## Problem to work on
Below are the records; restate all of them word for word.

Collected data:
■ ■ ■ ■ ■ ■ ■
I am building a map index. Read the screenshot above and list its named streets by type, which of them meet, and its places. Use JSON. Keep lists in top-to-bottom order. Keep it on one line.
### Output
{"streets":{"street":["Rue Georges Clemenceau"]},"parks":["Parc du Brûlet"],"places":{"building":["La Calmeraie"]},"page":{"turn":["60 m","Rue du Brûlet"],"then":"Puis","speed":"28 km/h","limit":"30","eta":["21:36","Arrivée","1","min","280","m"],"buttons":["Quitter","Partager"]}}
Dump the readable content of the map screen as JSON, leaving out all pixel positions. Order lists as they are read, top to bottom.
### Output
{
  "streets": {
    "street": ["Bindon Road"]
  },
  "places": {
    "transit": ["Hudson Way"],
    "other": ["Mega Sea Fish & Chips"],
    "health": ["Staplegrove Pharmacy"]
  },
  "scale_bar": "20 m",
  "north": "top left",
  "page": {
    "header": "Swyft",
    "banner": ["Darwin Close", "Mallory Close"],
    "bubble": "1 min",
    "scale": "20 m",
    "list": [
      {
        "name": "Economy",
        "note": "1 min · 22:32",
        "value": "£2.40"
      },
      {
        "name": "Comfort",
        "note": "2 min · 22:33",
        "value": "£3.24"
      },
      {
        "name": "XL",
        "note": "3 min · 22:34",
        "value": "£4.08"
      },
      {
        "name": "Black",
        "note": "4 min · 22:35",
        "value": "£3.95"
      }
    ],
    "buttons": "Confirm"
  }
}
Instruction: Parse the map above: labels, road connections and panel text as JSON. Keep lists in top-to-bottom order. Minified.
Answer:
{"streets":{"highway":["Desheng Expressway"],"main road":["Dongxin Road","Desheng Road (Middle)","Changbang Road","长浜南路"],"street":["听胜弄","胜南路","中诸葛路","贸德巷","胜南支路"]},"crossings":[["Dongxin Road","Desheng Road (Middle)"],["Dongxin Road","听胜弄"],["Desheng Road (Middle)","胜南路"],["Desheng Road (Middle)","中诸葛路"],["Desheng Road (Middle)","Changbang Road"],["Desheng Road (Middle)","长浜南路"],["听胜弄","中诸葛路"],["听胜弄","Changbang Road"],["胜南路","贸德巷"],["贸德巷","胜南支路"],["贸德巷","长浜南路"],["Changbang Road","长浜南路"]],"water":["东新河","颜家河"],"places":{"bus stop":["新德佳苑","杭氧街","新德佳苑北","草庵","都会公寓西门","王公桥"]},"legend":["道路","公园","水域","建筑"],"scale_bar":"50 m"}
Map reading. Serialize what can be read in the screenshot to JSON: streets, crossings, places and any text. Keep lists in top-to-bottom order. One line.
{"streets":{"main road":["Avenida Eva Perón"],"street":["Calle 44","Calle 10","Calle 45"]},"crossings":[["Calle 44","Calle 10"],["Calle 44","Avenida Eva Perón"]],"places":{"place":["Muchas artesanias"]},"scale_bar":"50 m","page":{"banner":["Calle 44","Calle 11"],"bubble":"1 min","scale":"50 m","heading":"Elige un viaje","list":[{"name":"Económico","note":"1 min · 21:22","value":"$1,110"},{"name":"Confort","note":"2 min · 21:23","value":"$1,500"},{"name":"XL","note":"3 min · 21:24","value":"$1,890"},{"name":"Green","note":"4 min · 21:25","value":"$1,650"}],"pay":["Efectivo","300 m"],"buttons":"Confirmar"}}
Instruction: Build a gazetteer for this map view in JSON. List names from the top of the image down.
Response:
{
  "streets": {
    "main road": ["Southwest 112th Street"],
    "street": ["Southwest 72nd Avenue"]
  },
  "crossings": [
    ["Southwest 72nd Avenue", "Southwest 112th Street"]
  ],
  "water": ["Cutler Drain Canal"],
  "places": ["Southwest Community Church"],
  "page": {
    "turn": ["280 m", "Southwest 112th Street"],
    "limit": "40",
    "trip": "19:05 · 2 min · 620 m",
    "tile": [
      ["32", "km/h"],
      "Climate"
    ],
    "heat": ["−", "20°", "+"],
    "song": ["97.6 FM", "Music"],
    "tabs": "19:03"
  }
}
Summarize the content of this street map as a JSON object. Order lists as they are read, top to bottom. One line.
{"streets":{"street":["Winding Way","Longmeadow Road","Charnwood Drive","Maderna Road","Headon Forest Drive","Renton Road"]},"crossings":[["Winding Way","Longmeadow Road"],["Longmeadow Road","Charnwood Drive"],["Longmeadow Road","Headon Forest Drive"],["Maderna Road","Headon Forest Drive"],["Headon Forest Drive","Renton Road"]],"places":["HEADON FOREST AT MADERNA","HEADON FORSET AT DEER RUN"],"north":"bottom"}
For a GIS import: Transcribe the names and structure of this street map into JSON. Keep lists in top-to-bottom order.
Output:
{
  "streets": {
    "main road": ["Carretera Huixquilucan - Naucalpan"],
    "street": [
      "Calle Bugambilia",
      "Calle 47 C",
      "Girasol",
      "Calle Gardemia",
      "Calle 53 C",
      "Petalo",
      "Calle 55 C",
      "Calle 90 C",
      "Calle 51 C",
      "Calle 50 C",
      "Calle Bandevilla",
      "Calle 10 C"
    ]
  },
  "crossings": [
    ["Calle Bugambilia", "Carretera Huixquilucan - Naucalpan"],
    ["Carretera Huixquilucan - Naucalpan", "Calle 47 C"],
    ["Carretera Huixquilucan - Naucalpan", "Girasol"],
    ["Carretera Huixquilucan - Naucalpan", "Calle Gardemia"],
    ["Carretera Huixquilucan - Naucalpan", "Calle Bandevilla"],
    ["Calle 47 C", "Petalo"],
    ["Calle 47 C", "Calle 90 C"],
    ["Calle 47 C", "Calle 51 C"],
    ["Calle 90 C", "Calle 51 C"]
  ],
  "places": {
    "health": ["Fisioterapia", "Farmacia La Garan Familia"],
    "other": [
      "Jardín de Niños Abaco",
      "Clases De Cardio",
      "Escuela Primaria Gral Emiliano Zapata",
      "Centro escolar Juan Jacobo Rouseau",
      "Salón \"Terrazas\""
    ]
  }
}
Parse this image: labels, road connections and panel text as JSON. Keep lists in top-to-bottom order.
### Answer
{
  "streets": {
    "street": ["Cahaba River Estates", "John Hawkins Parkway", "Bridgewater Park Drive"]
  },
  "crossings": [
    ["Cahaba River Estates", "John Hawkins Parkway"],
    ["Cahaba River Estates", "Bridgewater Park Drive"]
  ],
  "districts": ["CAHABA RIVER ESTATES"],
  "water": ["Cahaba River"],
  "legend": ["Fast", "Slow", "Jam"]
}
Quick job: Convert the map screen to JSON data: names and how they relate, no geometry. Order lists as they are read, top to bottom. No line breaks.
■ ■ ■ ■ ■ ■ ■
## Expected answer
I am building a map index. Read the screenshot above and list its named streets by type, which of them meet, and its places. Use JSON. Keep lists in top-to-bottom order. Keep it on one line.
### Output
{"streets":{"street":["Rue Georges Clemenceau"]},"parks":["Parc du Brûlet"],"places":{"building":["La Calmeraie"]},"page":{"turn":["60 m","Rue du Brûlet"],"then":"Puis","speed":"28 km/h","limit":"30","eta":["21:36","Arrivée","1","min","280","m"],"buttons":["Quitter","Partager"]}}
Dump the readable content of the map screen as JSON, leaving out all pixel positions. Order lists as they are read, top to bottom.
### Output
{
  "streets": {
    "street": ["Bindon Road"]
  },
  "places": {
    "transit": ["Hudson Way"],
    "other": ["Mega Sea Fish & Chips"],
    "health": ["Staplegrove Pharmacy"]
  },
  "scale_bar": "20 m",
  "north": "top left",
  "page": {
    "header": "Swyft",
    "banner": ["Darwin Close", "Mallory Close"],
    "bubble": "1 min",
    "scale": "20 m",
    "list": [
      {
        "name": "Economy",
        "note": "1 min · 22:32",
        "value": "£2.40"
      },
      {
        "name": "Comfort",
        "note": "2 min · 22:33",
        "value": "£3.24"
      },
      {
        "name": "XL",
        "note": "3 min · 22:34",
        "value": "£4.08"
      },
      {
        "name": "Black",
        "note": "4 min · 22:35",
        "value": "£3.95"
      }
    ],
    "buttons": "Confirm"
  }
}
Instruction: Parse the map above: labels, road connections and panel text as JSON. Keep lists in top-to-bottom order. Minified.
Answer:
{"streets":{"highway":["Desheng Expressway"],"main road":["Dongxin Road","Desheng Road (Middle)","Changbang Road","长浜南路"],"street":["听胜弄","胜南路","中诸葛路","贸德巷","胜南支路"]},"crossings":[["Dongxin Road","Desheng Road (Middle)"],["Dongxin Road","听胜弄"],["Desheng Road (Middle)","胜南路"],["Desheng Road (Middle)","中诸葛路"],["Desheng Road (Middle)","Changbang Road"],["Desheng Road (Middle)","长浜南路"],["听胜弄","中诸葛路"],["听胜弄","Changbang Road"],["胜南路","贸德巷"],["贸德巷","胜南支路"],["贸德巷","长浜南路"],["Changbang Road","长浜南路"]],"water":["东新河","颜家河"],"places":{"bus stop":["新德佳苑","杭氧街","新德佳苑北","草庵","都会公寓西门","王公桥"]},"legend":["道路","公园","水域","建筑"],"scale_bar":"50 m"}
Map reading. Serialize what can be read in the screenshot to JSON: streets, crossings, places and any text. Keep lists in top-to-bottom order. One line.
{"streets":{"main road":["Avenida Eva Perón"],"street":["Calle 44","Calle 10","Calle 45"]},"crossings":[["Calle 44","Calle 10"],["Calle 44","Avenida Eva Perón"]],"places":{"place":["Muchas artesanias"]},"scale_bar":"50 m","page":{"banner":["Calle 44","Calle 11"],"bubble":"1 min","scale":"50 m","heading":"Elige un viaje","list":[{"name":"Económico","note":"1 min · 21:22","value":"$1,110"},{"name":"Confort","note":"2 min · 21:23","value":"$1,500"},{"name":"XL","note":"3 min · 21:24","value":"$1,890"},{"name":"Green","note":"4 min · 21:25","value":"$1,650"}],"pay":["Efectivo","300 m"],"buttons":"Confirmar"}}
Instruction: Build a gazetteer for this map view in JSON. List names from the top of the image down.
Response:
{
  "streets": {
    "main road": ["Southwest 112th Street"],
    "street": ["Southwest 72nd Avenue"]
  },
  "crossings": [
    ["Southwest 72nd Avenue", "Southwest 112th Street"]
  ],
  "water": ["Cutler Drain Canal"],
  "places": ["Southwest Community Church"],
  "page": {
    "turn": ["280 m", "Southwest 112th Street"],
    "limit": "40",
    "trip": "19:05 · 2 min · 620 m",
    "tile": [
      ["32", "km/h"],
      "Climate"
    ],
    "heat": ["−", "20°", "+"],
    "song": ["97.6 FM", "Music"],
    "tabs": "19:03"
  }
}
Summarize the content of this street map as a JSON object. Order lists as they are read, top to bottom. One line.
{"streets":{"street":["Winding Way","Longmeadow Road","Charnwood Drive","Maderna Road","Headon Forest Drive","Renton Road"]},"crossings":[["Winding Way","Longmeadow Road"],["Longmeadow Road","Charnwood Drive"],["Longmeadow Road","Headon Forest Drive"],["Maderna Road","Headon Forest Drive"],["Headon Forest Drive","Renton Road"]],"places":["HEADON FOREST AT MADERNA","HEADON FORSET AT DEER RUN"],"north":"bottom"}
For a GIS import: Transcribe the names and structure of this street map into JSON. Keep lists in top-to-bottom order.
Output:
{
  "streets": {
    "main road": ["Carretera Huixquilucan - Naucalpan"],
    "street": [
      "Calle Bugambilia",
      "Calle 47 C",
      "Girasol",
      "Calle Gardemia",
      "Calle 53 C",
      "Petalo",
      "Calle 55 C",
      "Calle 90 C",
      "Calle 51 C",
      "Calle 50 C",
      "Calle Bandevilla",
      "Calle 10 C"
    ]
  },
  "crossings": [
    ["Calle Bugambilia", "Carretera Huixquilucan - Naucalpan"],
    ["Carretera Huixquilucan - Naucalpan", "Calle 47 C"],
    ["Carretera Huixquilucan - Naucalpan", "Girasol"],
    ["Carretera Huixquilucan - Naucalpan", "Calle Gardemia"],
    ["Carretera Huixquilucan - Naucalpan", "Calle Bandevilla"],
    ["Calle 47 C", "Petalo"],
    ["Calle 47 C", "Calle 90 C"],
    ["Calle 47 C", "Calle 51 C"],
    ["Calle 90 C", "Calle 51 C"]
  ],
  "places": {
    "health": ["Fisioterapia", "Farmacia La Garan Familia"],
    "other": [
      "Jardín de Niños Abaco",
      "Clases De Cardio",
      "Escuela Primaria Gral Emiliano Zapata",
      "Centro escolar Juan Jacobo Rouseau",
      "Salón \"Terrazas\""
    ]
  }
}
Parse this image: labels, road connections and panel text as JSON. Keep lists in top-to-bottom order.
### Answer
{
  "streets": {
    "street": ["Cahaba River Estates", "John Hawkins Parkway", "Bridgewater Park Drive"]
  },
  "crossings": [
    ["Cahaba River Estates", "John Hawkins Parkway"],
    ["Cahaba River Estates", "Bridgewater Park Drive"]
  ],
  "districts": ["CAHABA RIVER ESTATES"],
  "water": ["Cahaba River"],
  "legend": ["Fast", "Slow", "Jam"]
}
Quick job: Convert the map screen to JSON data: names and how they relate, no geometry. Order lists as they are read, top to bottom. No line breaks.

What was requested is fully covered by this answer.